Records for this exercise section start

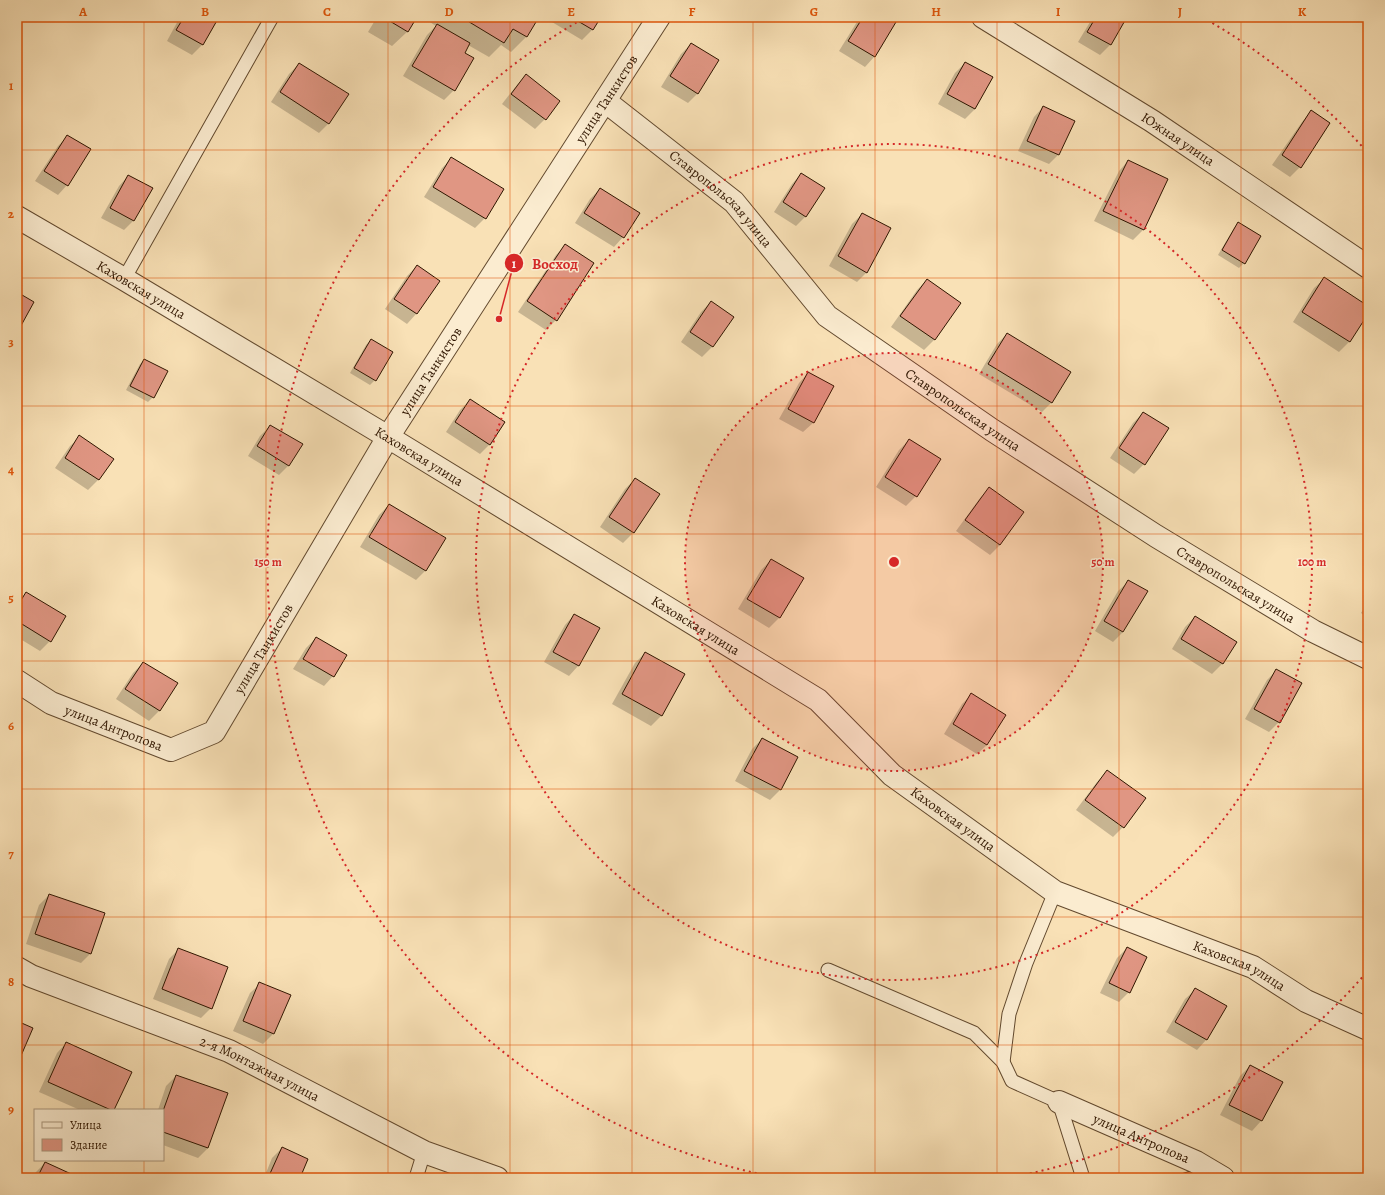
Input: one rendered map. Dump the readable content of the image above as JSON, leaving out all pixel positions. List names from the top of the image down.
{
  "streets": {
    "street": [
      "улица Танкистов",
      "Южная улица",
      "Ставропольская улица",
      "Каховская улица",
      "улица Антропова",
      "2-я Монтажная улица"
    ]
  },
  "crossings": [
    ["улица Танкистов", "Ставропольская улица"],
    ["улица Танкистов", "Каховская улица"],
    ["улица Танкистов", "улица Антропова"]
  ],
  "places": ["Восход"],
  "legend": ["Улица", "Здание"],
  "grid": {
    "columns": [
      "A",
      "B",
      "C",
      "D",
      "E",
      "F",
      "G",
      "H",
      "I",
      "J",
      "K"
    ],
    "rows": [
      "1",
      "2",
      "3",
      "4",
      "5",
      "6",
      "7",
      "8",
      "9"
    ]
  },
  "rings": ["50 m", "100 m", "150 m"]
}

Records for this exercise section end

Pictures are to be left out; the records above must be repeated word for word.

Input: one rendered map. Dump the readable content of the image above as JSON, leaving out all pixel positions. List names from the top of the image down.
{
  "streets": {
    "street": [
      "улица Танкистов",
      "Южная улица",
      "Ставропольская улица",
      "Каховская улица",
      "улица Антропова",
      "2-я Монтажная улица"
    ]
  },
  "crossings": [
    ["улица Танкистов", "Ставропольская улица"],
    ["улица Танкистов", "Каховская улица"],
    ["улица Танкистов", "улица Антропова"]
  ],
  "places": ["Восход"],
  "legend": ["Улица", "Здание"],
  "grid": {
    "columns": [
      "A",
      "B",
      "C",
      "D",
      "E",
      "F",
      "G",
      "H",
      "I",
      "J",
      "K"
    ],
    "rows": [
      "1",
      "2",
      "3",
      "4",
      "5",
      "6",
      "7",
      "8",
      "9"
    ]
  },
  "rings": ["50 m", "100 m", "150 m"]
}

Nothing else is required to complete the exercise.